Link Triage Pipeline

The Challenge

My “Read Later” queue was a graveyard of 5,000+ urls. I needed a way to not just archive links, but to extract value from them without human intervention.

The Solution

I built a semi-autonomous pipeline that acts as a dedicated research assistant. It doesn’t just summariz; it triages based on my specific taxonomy.

The 5-Phase Pipeline

Fetch: Pulls new bookmarks from Raindrop.io via API.
Extract: Uses Jina and Trafilatura to get clean, readable text (no ads/nav).
Classify: Sends content to Claude 3.5 Sonnet with a specific prompt: “Is this a Tool, a Tutorial, or Strategy? tag it against my personal taxonomy.”
Route: Updates the Raindrop bookmark with the new tags and an AI-generated note.
Digest: Generates a weekly Markdown summary of “High Value” reads.

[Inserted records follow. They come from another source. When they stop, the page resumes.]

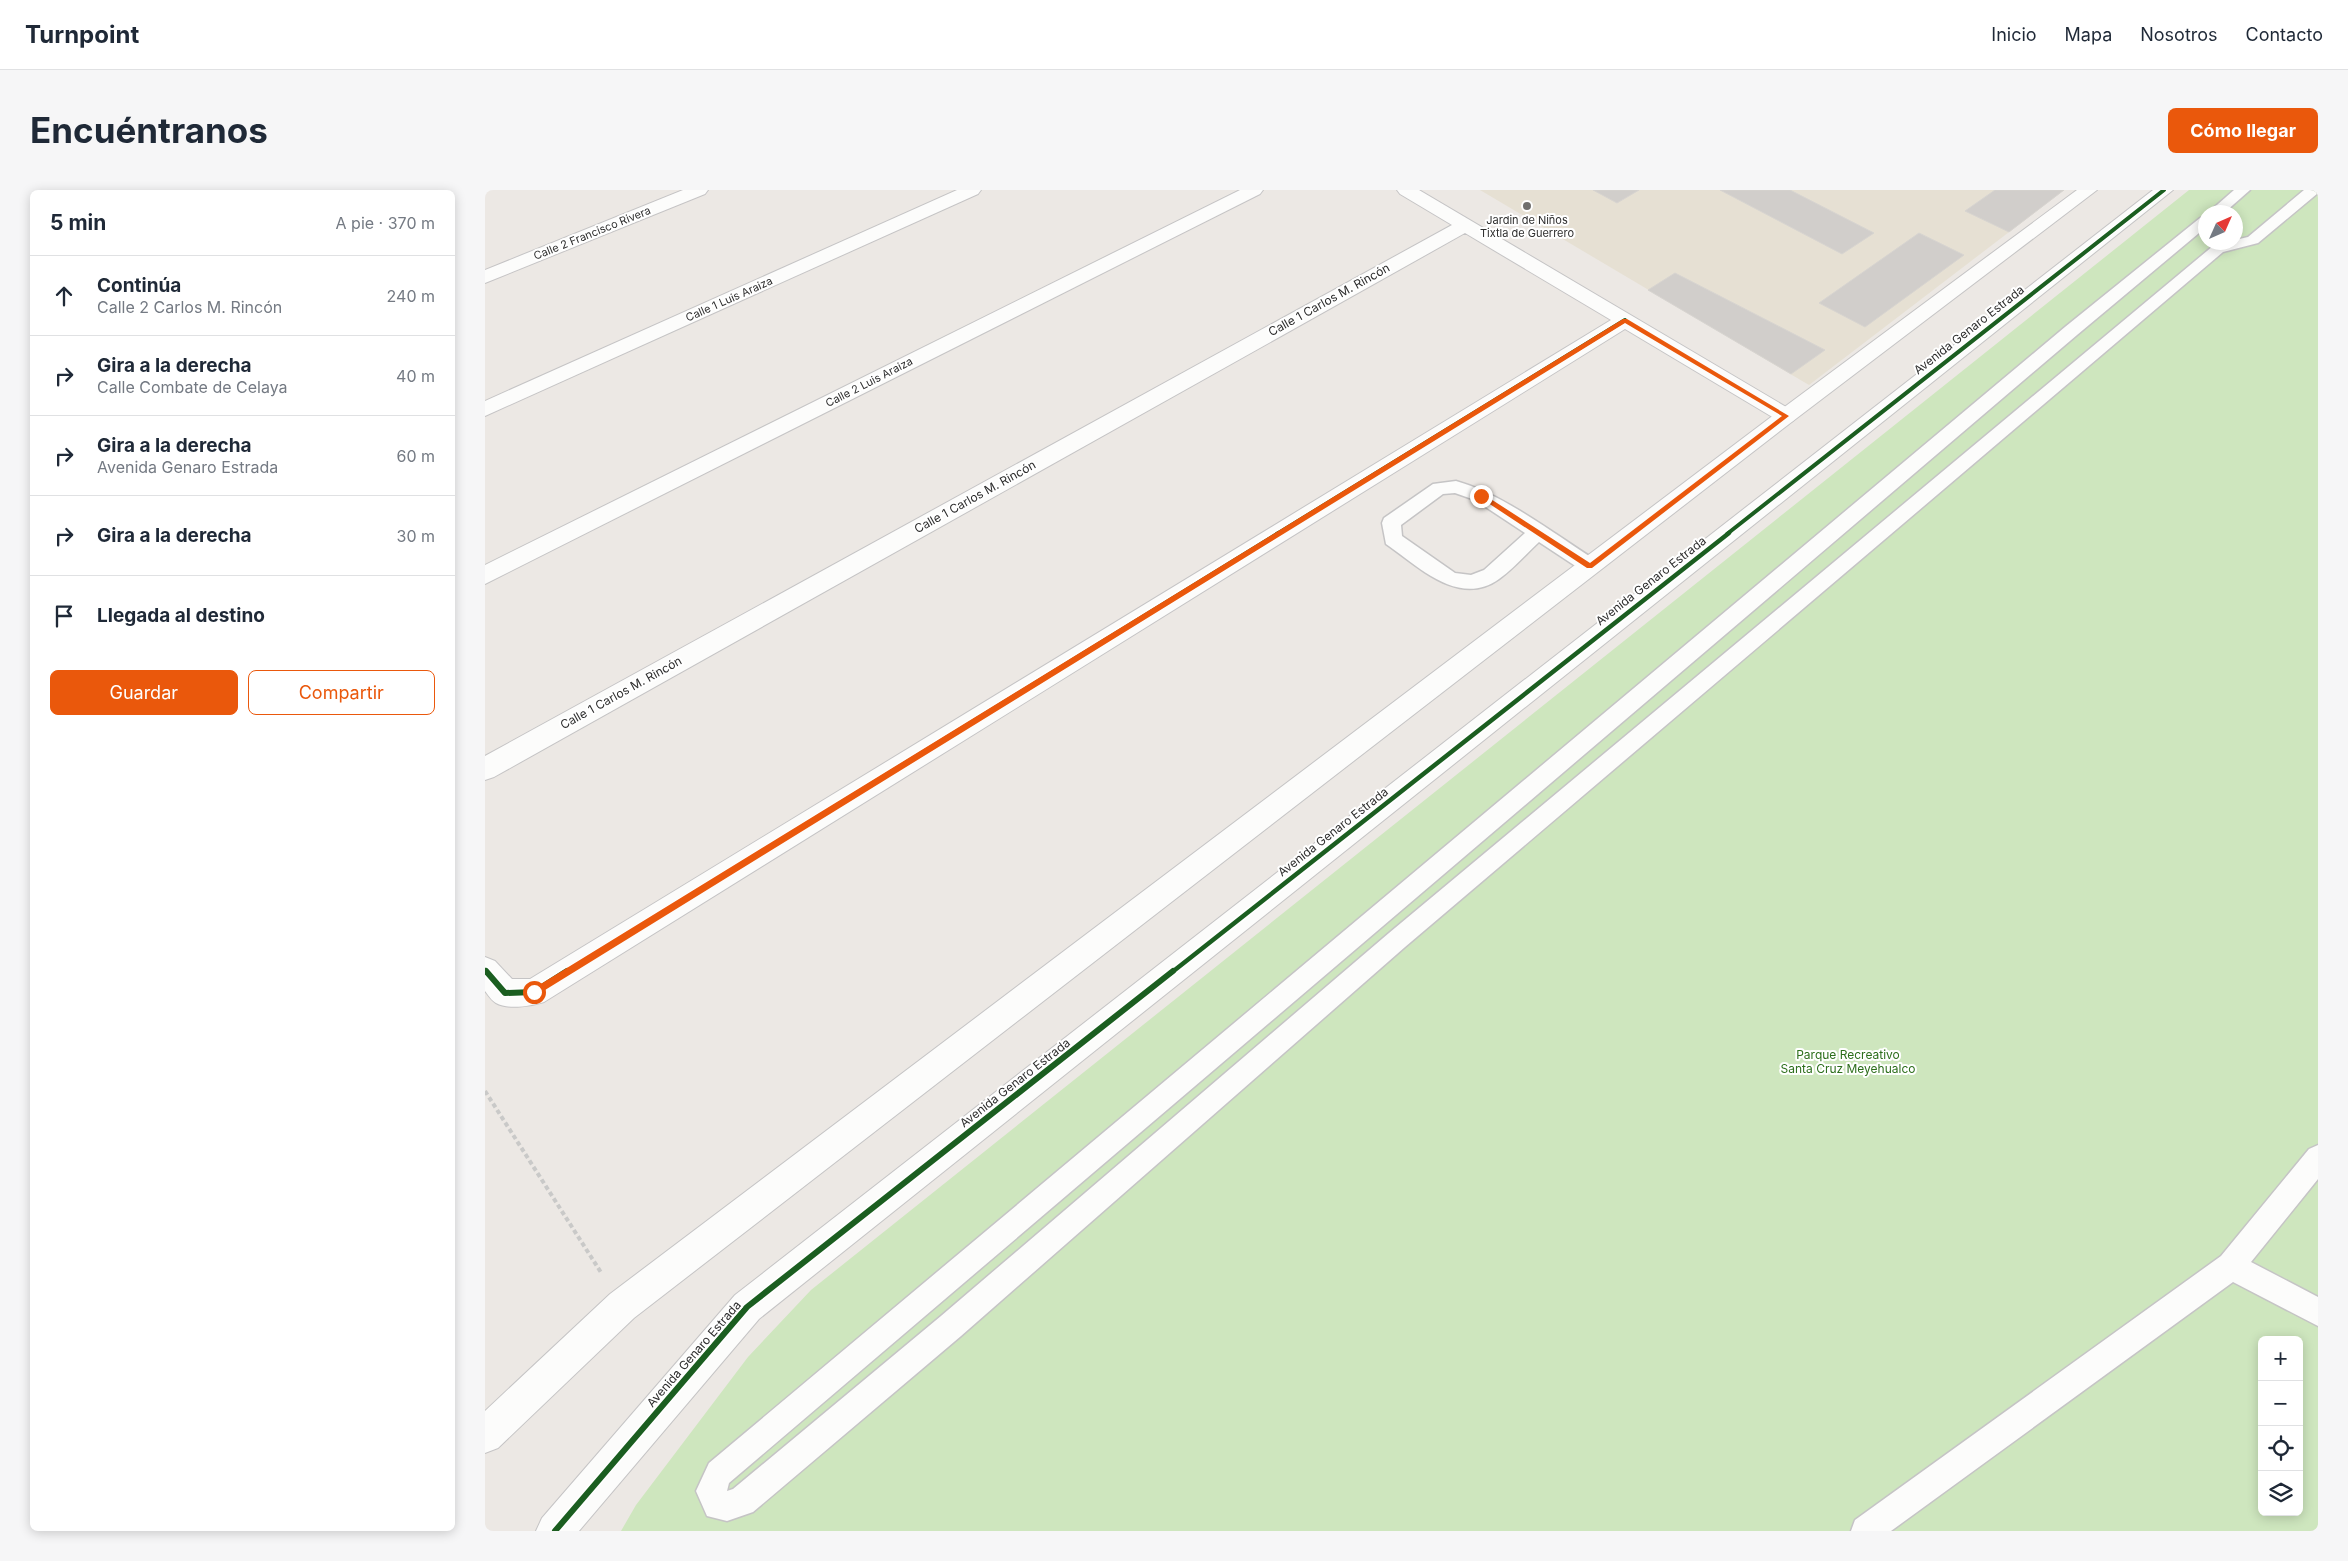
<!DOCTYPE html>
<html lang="es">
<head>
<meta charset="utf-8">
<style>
	body { margin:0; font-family:Inter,sans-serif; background:#f6f6f7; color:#1f2937 }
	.controls { position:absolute; right:15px; bottom:15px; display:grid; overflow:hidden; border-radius:8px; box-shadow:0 2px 12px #0003 }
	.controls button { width:45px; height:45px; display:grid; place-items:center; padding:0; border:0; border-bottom:1px solid #e0e1e3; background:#fff; color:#1f2937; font:25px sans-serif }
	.compass { position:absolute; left:1713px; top:15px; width:45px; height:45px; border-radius:50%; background:#fff; box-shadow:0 2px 12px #0003; rotate:45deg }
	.stop { position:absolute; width:15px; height:15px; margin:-11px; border:4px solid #ea580c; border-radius:50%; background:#fff }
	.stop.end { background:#ea580c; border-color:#fff; box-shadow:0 1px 5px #0008 }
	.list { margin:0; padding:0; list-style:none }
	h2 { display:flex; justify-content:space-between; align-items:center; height:65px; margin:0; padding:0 20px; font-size:21px }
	h2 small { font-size:16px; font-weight:400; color:#747a83 }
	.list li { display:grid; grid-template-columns:32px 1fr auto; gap:15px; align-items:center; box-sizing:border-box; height:80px; padding:0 20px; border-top:1px solid #e0e1e3 }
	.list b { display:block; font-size:19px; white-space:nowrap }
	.list p { margin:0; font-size:16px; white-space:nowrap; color:#747a83 }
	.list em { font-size:16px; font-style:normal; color:#747a83 }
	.actions { display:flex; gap:10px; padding:15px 20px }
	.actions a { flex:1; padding:11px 0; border:1px solid #ea580c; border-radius:8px; text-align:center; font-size:18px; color:#ea580c }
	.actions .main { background:#ea580c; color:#fff }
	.icon { flex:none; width:28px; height:28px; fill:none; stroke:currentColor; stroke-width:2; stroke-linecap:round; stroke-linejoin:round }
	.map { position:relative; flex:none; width:1833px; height:1341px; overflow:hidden; border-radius:8px }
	header { display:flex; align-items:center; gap:30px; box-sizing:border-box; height:70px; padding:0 25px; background:#fff; border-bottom:1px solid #e0e1e3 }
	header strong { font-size:24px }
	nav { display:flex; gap:28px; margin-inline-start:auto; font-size:18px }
	.intro { display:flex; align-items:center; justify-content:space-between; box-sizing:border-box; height:120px; padding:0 30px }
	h1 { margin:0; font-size:35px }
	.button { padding:12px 22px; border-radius:8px; background:#ea580c; color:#fff; font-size:18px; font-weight:700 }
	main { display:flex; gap:30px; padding:0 30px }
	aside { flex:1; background:#fff; border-radius:8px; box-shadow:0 2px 12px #0003 }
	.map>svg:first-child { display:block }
	.education { fill:#e6e0d3 }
	.green { fill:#cee6be; fill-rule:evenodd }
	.building { fill:#d1cecb; stroke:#d7d4d0 }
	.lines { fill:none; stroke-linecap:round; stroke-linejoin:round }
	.service-casing { stroke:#c5c4c5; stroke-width:3 }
	.minor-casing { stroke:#c5c4c5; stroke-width:2 }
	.tertiary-casing { stroke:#c5c4c5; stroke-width:2 }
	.path { stroke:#c9c9c8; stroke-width:4; stroke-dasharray:4.5 3; stroke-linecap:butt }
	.service { fill:#fcfcfb; fill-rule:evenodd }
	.minor { fill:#fcfcfb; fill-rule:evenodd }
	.tertiary { fill:#fcfcfb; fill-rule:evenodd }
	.cycleway-far2-casing { stroke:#fff; stroke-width:6 }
	.cycleway-far1-casing { stroke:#fff; stroke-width:8 }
	.cycleway-casing { stroke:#fff; stroke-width:9 }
	.cycleway-far2 { stroke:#1b5e20; stroke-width:4 }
	.cycleway-far1 { stroke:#1b5e20; stroke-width:4.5 }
	.cycleway { stroke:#1b5e20; stroke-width:6 }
	.route { fill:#ea580c }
	.poi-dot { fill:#706f6e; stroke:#fff; stroke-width:2 }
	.labels { text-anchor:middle; stroke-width:4; stroke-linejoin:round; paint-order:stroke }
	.far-poi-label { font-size:11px; fill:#2e2e2e; stroke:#fff }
	.far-street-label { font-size:11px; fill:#2e2e2e; stroke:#fff }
	.street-label { font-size:12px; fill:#2e2e2e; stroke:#fff }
	.park-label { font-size:12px; fill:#2c6e1b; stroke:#fff }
</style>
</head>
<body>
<header>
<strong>Turnpoint</strong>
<nav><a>Inicio</a><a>Mapa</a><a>Nosotros</a><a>Contacto</a></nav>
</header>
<div class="intro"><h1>Encuéntranos</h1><a class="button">Cómo llegar</a></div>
<main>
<aside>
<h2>5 min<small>A pie · 370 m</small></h2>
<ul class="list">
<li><svg class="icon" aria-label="ahead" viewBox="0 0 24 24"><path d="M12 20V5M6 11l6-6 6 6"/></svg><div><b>Continúa</b><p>Calle 2 Carlos M. Rincón</p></div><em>240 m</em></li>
<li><svg class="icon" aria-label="right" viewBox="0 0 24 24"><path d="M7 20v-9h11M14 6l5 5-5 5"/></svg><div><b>Gira a la derecha</b><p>Calle Combate de Celaya</p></div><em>40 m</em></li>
<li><svg class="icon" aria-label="right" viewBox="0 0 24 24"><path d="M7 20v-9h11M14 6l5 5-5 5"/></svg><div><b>Gira a la derecha</b><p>Avenida Genaro Estrada</p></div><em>60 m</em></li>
<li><svg class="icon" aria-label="right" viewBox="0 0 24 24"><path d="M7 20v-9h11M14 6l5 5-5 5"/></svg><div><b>Gira a la derecha</b></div><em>30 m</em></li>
<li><svg class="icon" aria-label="arrive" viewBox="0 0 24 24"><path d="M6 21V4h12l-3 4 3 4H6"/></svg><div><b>Llegada al destino</b></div></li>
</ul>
<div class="actions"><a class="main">Guardar</a><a>Compartir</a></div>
</aside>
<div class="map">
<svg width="1833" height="1341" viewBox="0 0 1833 1341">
	<rect width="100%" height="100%" fill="#ece8e4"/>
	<!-- education -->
	<path class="education" d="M995 0H1579L1324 195Z"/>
	<!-- green -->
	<path class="green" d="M1704 0H1833V1341H136L151 1315 263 1167 326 1100ZM1720 22H1750V52H1720ZM1777 1150H1814V1322H1777Z"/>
	<!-- building -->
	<g class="building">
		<path d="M1108 0H1154L1132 13Z"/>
		<path d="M1235 0H1305L1389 43 1357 64Z"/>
		<path d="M1510 0H1579L1524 42 1480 21Z"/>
		<path d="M1434 43 1479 65 1380 137 1334 113Z"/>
		<path d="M1190 83 1340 160 1306 184 1163 100Z"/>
	</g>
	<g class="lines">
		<!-- service casing -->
		<g class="service-casing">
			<g id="service">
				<path d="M1749 0H1765L1740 22H1724Z"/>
				<path d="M1819 0H1833V3L1773 53 1738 62 920 757 476 1146 268 1322 242 1331 222 1326 211 1301 224 1273 1580 137 1715 28 1720 27V38L1592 145 244 1293 242 1301 248 1299 456 1126 904 743 1728 56 1750 52V50L1763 47Z"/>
				<path d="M971 291C1020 305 1069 344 1112 371L1115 376 1112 381 1105 383 1098 381 1054 352C1041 364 1028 379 1014 389 974 418 933 376 901 354L897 333 899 328 948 294ZM970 303 990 310 1040 343 999 380 986 385 970 383 917 346 916 335 958 304Z"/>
				<path d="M1833 955V989L1766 1072 1833 1107V1136L1748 1092 1406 1341H1366L1370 1330 1736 1066 1824 959Z"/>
			</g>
		</g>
		<!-- minor casing -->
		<g class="minor-casing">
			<g id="minor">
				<path d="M198 0H223L220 4 0 93V80Z"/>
				<path d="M472 0H496L493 4 0 226V211Z"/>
				<path d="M755 0H778L775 4 0 394V375Z"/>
				<path d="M912 0H934L1308 221 1312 226 1308 231 1301 233 1294 231 1140 139 59 812C46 816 24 820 11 813 7 811 3 805 0 801V767L10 771 27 789H45L1126 130 980 43 9 587 0 590V566L967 35 915 4Z"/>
			</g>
		</g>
		<!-- tertiary casing -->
		<g class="tertiary-casing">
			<g id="tertiary">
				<path d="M1592 0H1612L1308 231 149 1128 13 1258 0 1263V1221L125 1104 1294 221Z"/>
				<path d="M1668 0H1688L274 1129 94 1341H51L57 1328 250 1105Z"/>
			</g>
		</g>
		<!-- path -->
		<path class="path" d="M0 901 117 1084"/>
		<!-- service -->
		<use href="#service" class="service"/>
		<!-- minor -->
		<use href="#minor" class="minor"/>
		<!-- tertiary -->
		<use href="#tertiary" class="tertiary"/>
		<!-- cycleway-far2 casing -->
		<g class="cycleway-far2-casing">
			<g id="cycleway-far2">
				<path d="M792 344 1140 130"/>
				<path d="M1242 344 1679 0"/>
			</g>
		</g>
		<!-- cycleway-far1 casing -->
		<g class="cycleway-far1-casing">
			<g id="cycleway-far1">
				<path d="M0 780 2 783"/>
				<path d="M80 783 794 343"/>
				<path d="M686 783 1244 343"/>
			</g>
		</g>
		<!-- cycleway casing -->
		<g class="cycleway-casing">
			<g id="cycleway">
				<path d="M1 781 20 803 49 802 82 781"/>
				<path d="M70 1341 262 1117 688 781"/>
			</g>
		</g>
		<!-- cycleway-far2 -->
		<use href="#cycleway-far2" class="cycleway-far2"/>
		<!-- cycleway-far1 -->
		<use href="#cycleway-far1" class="cycleway-far1"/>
		<!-- cycleway -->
		<use href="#cycleway" class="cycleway"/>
	</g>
	<!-- route -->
	<path class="route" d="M1138 129H1142L1304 226 1107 378H1102L994 307V304H998L1105 373 1297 226 1140 133 52 805H46V800Z"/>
	<!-- markers -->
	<circle class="poi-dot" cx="1042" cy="16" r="5"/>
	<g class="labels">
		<!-- far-poi labels -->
		<g class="far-poi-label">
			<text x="1042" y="34">Jardin de Niños<tspan x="1042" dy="13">Tixtla de Guerrero</tspan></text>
		</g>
		<!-- far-street labels -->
		<g class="far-street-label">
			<text transform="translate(107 43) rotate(-22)" y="4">Calle 2 Francisco Rivera</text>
			<text transform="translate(244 109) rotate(-24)" y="4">Calle 1 Luis Araiza</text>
			<text transform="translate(384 192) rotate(-27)" y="4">Calle 2 Luis Araiza</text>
		</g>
		<!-- street labels -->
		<g class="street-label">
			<text transform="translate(844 110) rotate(-29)" y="4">Calle 1 Carlos M. Rincón</text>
			<text transform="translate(1484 140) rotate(-38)" y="4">Avenida Genaro Estrada</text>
			<text transform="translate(490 307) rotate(-29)" y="4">Calle 1 Carlos M. Rincón</text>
			<text transform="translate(1166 391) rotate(-38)" y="4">Avenida Genaro Estrada</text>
			<text transform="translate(136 503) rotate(-29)" y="4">Calle 1 Carlos M. Rincón</text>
			<text transform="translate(848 642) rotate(-38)" y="4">Avenida Genaro Estrada</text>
			<text transform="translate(530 893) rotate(-38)" y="4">Avenida Genaro Estrada</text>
			<text transform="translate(209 1164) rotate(-49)" y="4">Avenida Genaro Estrada</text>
		</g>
		<!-- park labels -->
		<g class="park-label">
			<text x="1363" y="869">Parque Recreativo<tspan x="1363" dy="14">Santa Cruz Meyehualco</tspan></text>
		</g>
	</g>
</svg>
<div class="controls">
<button>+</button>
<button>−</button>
<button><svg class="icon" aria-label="locate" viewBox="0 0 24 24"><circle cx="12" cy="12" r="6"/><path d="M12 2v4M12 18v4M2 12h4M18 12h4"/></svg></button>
<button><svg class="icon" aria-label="layers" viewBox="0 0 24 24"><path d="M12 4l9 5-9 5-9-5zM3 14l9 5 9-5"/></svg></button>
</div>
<svg class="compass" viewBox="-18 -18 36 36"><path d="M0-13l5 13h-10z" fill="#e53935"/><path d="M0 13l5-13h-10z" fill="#747a83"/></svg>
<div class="stop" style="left:49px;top:802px"></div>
<div class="stop end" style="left:996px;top:306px"></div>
</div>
</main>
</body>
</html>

Key Engineering Decision: Semi-Autonomy

Instead of a fully autonomous loop that might burn API credits on junk loops, I implemented a “Human-in-the-Loop” Orchestrator.

The execute-plan CLI runs each phase but pauses for a “quality gate” check. I can run /execute-plan --start-phase 3 to resume work. It balances automation speed with human architectural oversight.

Impact

Zero Backlog: Inbox processes automatically.
High Signal: I only read what the AI has pre-qualified as relevant to my current projects.
Knowledge Graph: My bookmark collection is now a structured, tagged datasets ready for RAG (Retrieval Augmented Generation).